ADLC, 30 août 2019, n° 19-DCC-169
AUTORITÉ DE LA CONCURRENCE
relative à la prise de contrôle exclusif de la société Iliad7par la société Cellnex France Groupe
COMPOSITION DE LA JURIDICTION
Vice-Président :
M. Piffaut
L’Autorité de la concurrence,
Vu le dossier de notification adressé complet au service des concentrations le 8 août 2019, relatif à la prise de contrôle exclusif de la société Iliad 7 par la société Cellnex France Groupe, formalisée par un contrat d’acquisition d’actions en date du 29 mai 2019 ;
Vu le livre IV du code de commerce relatif à la liberté des prix et de la concurrence, et notamment ses articles L. 430-1 à L. 430-7 ;
Vu les éléments complémentaires transmis par la partie notifiante au cours de l’instruction ; Adopte la décision suivante :
I. Les entreprises concernées et l’opération
1. Cellnex France Groupe (ci-après, « Cellnex ») est une filiale du groupe Cellnex, lequel est actif dans le secteur des télécommunications, de la télédiffusion et des réseaux de sécurité et de services d’urgence en Suisse, en Espagne, en Italie, aux Pays-Bas, en France et au Royaume- Uni. En France, Cellnex est active uniquement dans le secteur des télécommunications mobiles, à travers l’exploitation d’environ 3 000 sites de télécommunication mobile. Cellnex est ultimement détenue par la société Cellnex Telecom, cotée à la bourse de Madrid, qui n’est contrôlée par aucun de ses actionnaires, au sens du droit des concentrations.
2. Iliad 7 est une filiale du groupe Iliad, contrôlé ultimement par M. Xavier Niel. Avant la réalisation effective de l’opération, Iliad 7 se verra transférer par la société Free Mobile, elle- même filiale du groupe Iliad, l’intégralité de l’activité d’hébergement sur infrastructures passives de cette dernière et notamment la propriété desdites infrastructures. Iliad 7 sera ainsi active dans le secteur de la gestion et de la commercialisation d’infrastructures passives permettant l’accueil d’équipements de téléphonie mobile. Elle exploitera environ 5 700 sites de télécommunication mobile en France.
3. L’opération consiste en l’acquisition par Cellnex de 70 % du capital d’Iliad 7, le solde restant détenu par le groupe Iliad qui ne bénéficiera d’aucun droit de veto sur les décisions stratégiques d’Iliad 7. En ce qu’elle se traduit par la prise de contrôle exclusif d’Iliad 7 par Cellnex, l’opération notifiée constitue une concentration au sens de l’article L. 430-1 du code de commerce.

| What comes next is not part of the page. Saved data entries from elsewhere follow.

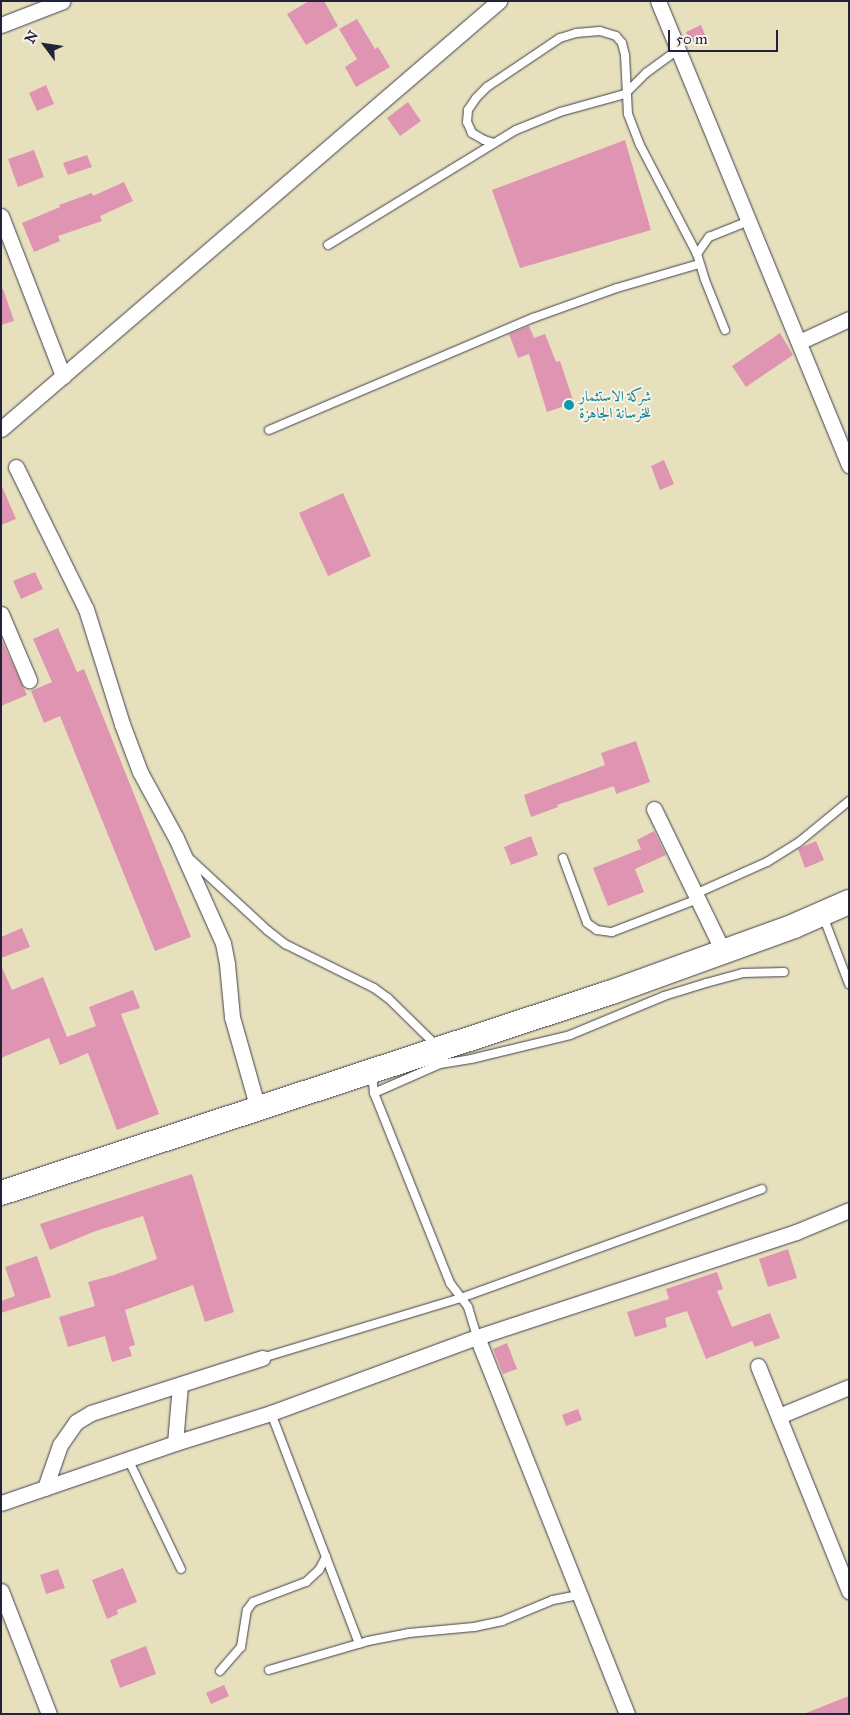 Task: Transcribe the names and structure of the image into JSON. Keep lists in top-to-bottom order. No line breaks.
{"places":["شركة الاستثمار للخرسانة الجاهزة"],"scale_bar":"50 m","north":"top left"} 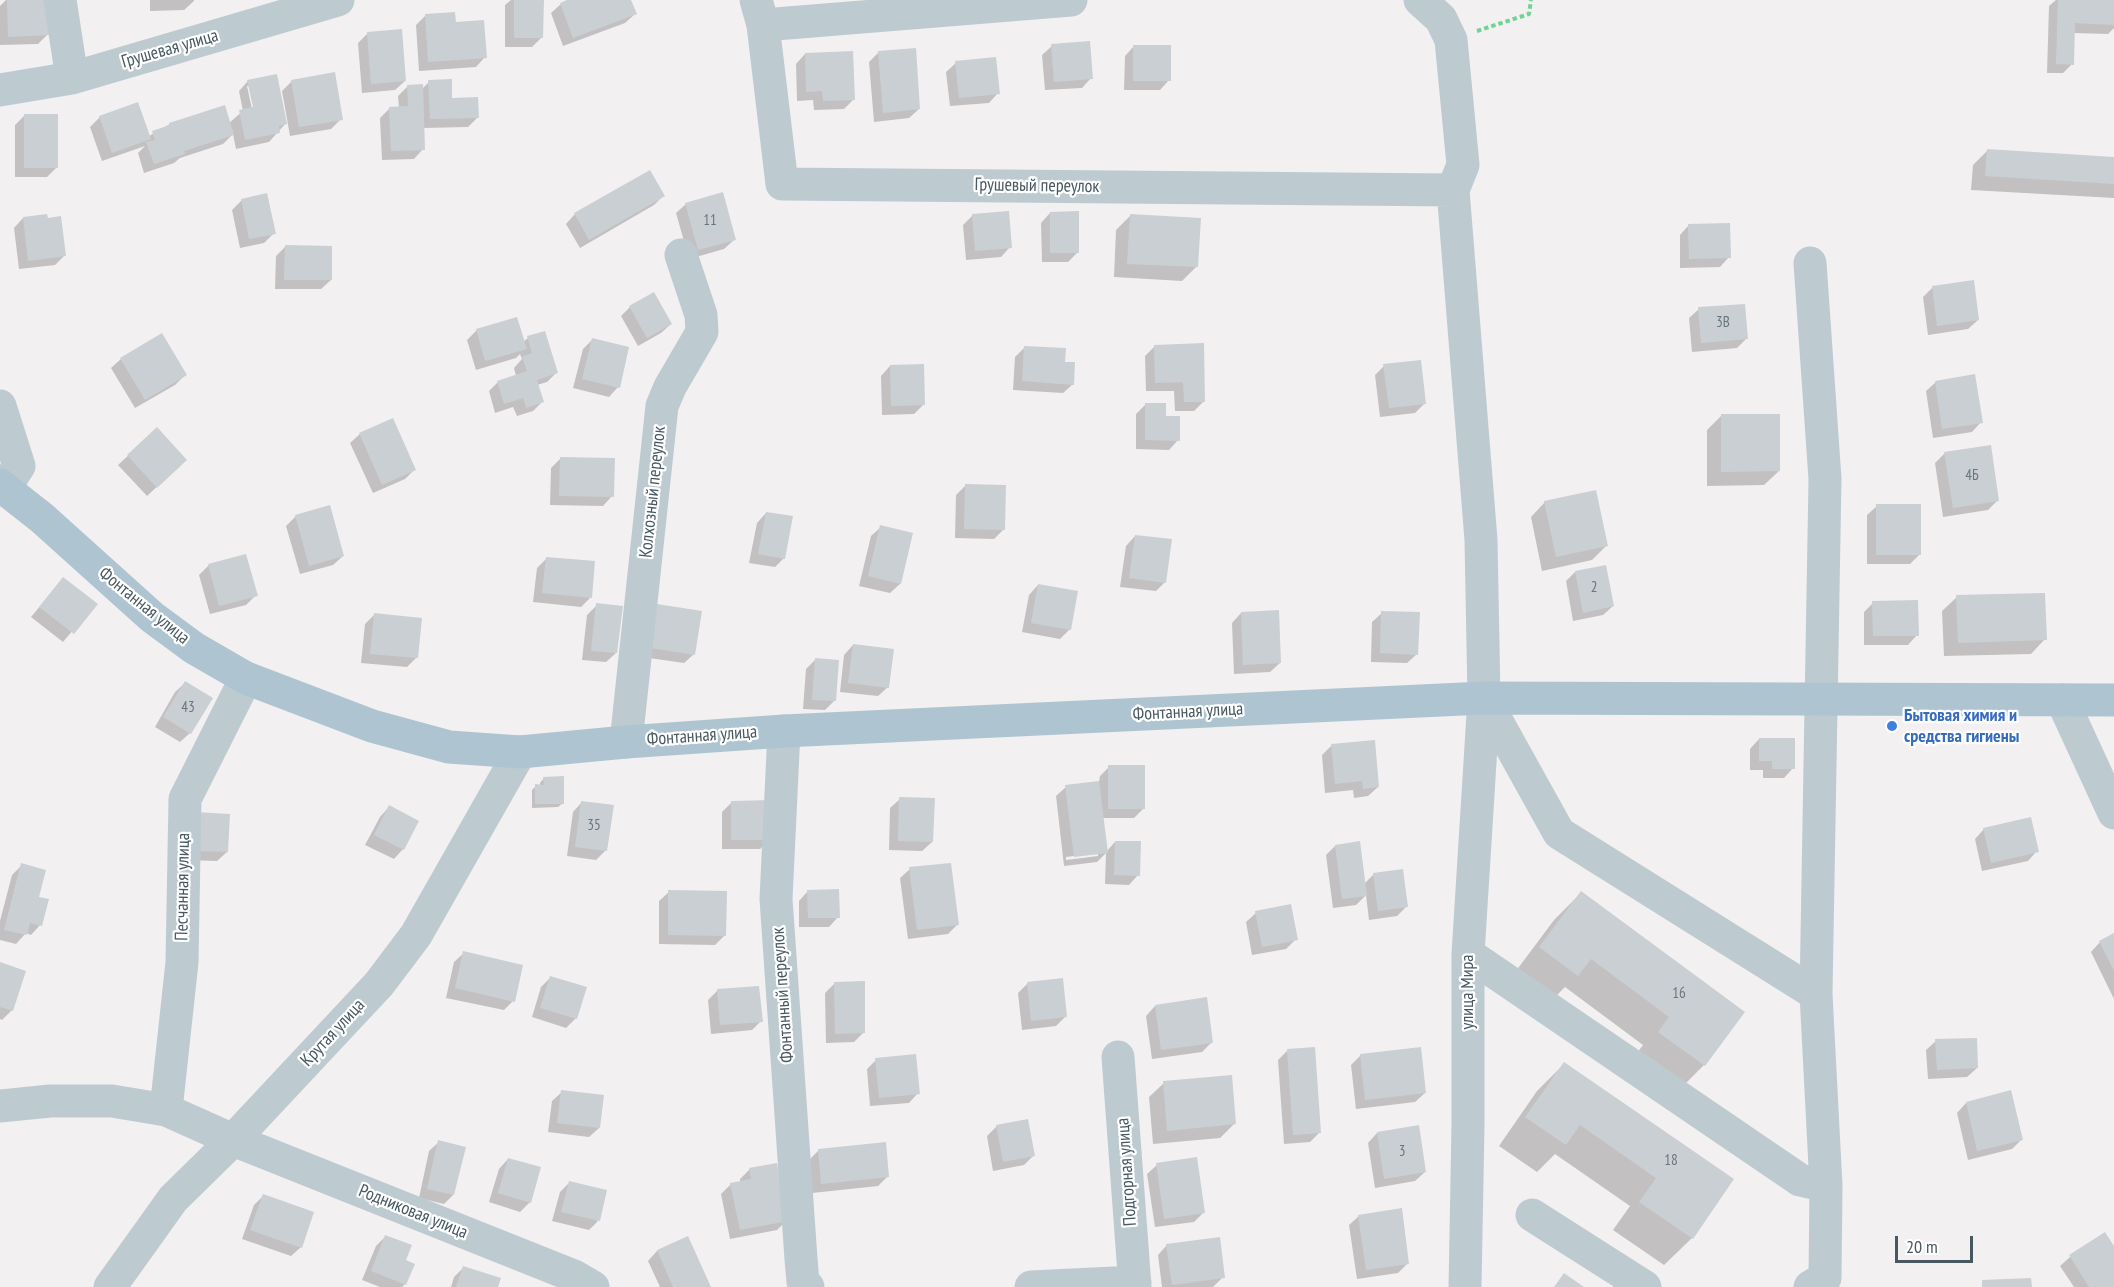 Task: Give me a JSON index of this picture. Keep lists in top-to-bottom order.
{
  "streets": {
    "main road": ["Фонтанная улица"],
    "street": [
      "Грушевая улица",
      "Грушевый переулок",
      "Колхозный переулок",
      "Песчанная улица",
      "улица Мира",
      "Фонтанный переулок",
      "Крутая улица",
      "Подгорная улица",
      "Родниковая улица"
    ]
  },
  "crossings": [
    ["Грушевый переулок", "улица Мира"],
    ["Колхозный переулок", "Фонтанная улица"],
    ["Фонтанная улица", "Песчанная улица"],
    ["Фонтанная улица", "улица Мира"],
    ["Фонтанная улица", "Фонтанный переулок"],
    ["Фонтанная улица", "Крутая улица"],
    ["Крутая улица", "Родниковая улица"]
  ],
  "places": ["Бытовая химия и средства гигиены"],
  "house_numbers": [
    "11",
    "3В",
    "4Б",
    "2",
    "43",
    "35",
    "16",
    "3",
    "18"
  ],
  "scale_bar": "20 m"
}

4. La présente opération s’inscrit dans le cadre de deux autres acquisitions projetées par Cellnex auprès du même groupe vendeur. Le 6 mai 2019, la société Galata, filiale de la société Cellnex Telecom, a conclu un accord avec la société Iliad Italia, filiale d’Iliad, pour l’acquisition de 2 200 sites de télécommunication mobile en Italie. Le 7 mai 2019, la société Swiss Towers A.G., filiale de la société Cellnex Telecom, a conclu un accord avec la société Matterhorn Telecom, lui permettant d’acquérir 90 % de la société Swiss Infra Services, qui détiendra 2 800 sites de télécommunication mobile en Suisse actuellement intégrés à la société Salt Mobile, opérateur de téléphonie mobile suisse ayant M. Xavier Niel pour actionnaire de référence. Bien que ces opérations soient indépendantes les unes des autres, chacune ayant fait l’objet de contrats d’acquisitions distincts et sans condition de réciprocité liée à leur réalisation, elles interviennent entre un même acheteur, Cellnex, et un même vendeur, en l’espèce,
M. Xavier Niel par le biais de plusieurs sociétés qu’il contrôle. Ainsi, en application du paragraphe 88 des lignes directrices de l’Autorité relatives au contrôle des concentrations, « des opérations successives effectuées durant une période de deux années entre les mêmes entreprises sont considérées comme une seule concentration aux fins du calcul des chiffres d’affaires des entreprises concernées. […] L’opération globale sera à notifier à l’Autorité dès que le chiffre d’affaires consolidé de ces opérations successives dépasse les seuils de notification obligatoire, tant en ce qui concerne le chiffre d’affaires total mondial hors taxes de l'ensemble des entreprises ou groupes de personnes physiques ou morales parties à la concentration qu’en ce qui concerne les chiffres d’affaires individuels ». En l’espèce, seule la présente opération est notifiable à l’Autorité de la concurrence, les sociétés Galata et Swiss Infra Services ne réalisant aucun chiffre d’affaires en France. Il sera toutefois tenu compte de leur activité aux fins aux fins du calcul des chiffres d’affaires de la cible de la présente opération et pour l’analyse concurrentielle.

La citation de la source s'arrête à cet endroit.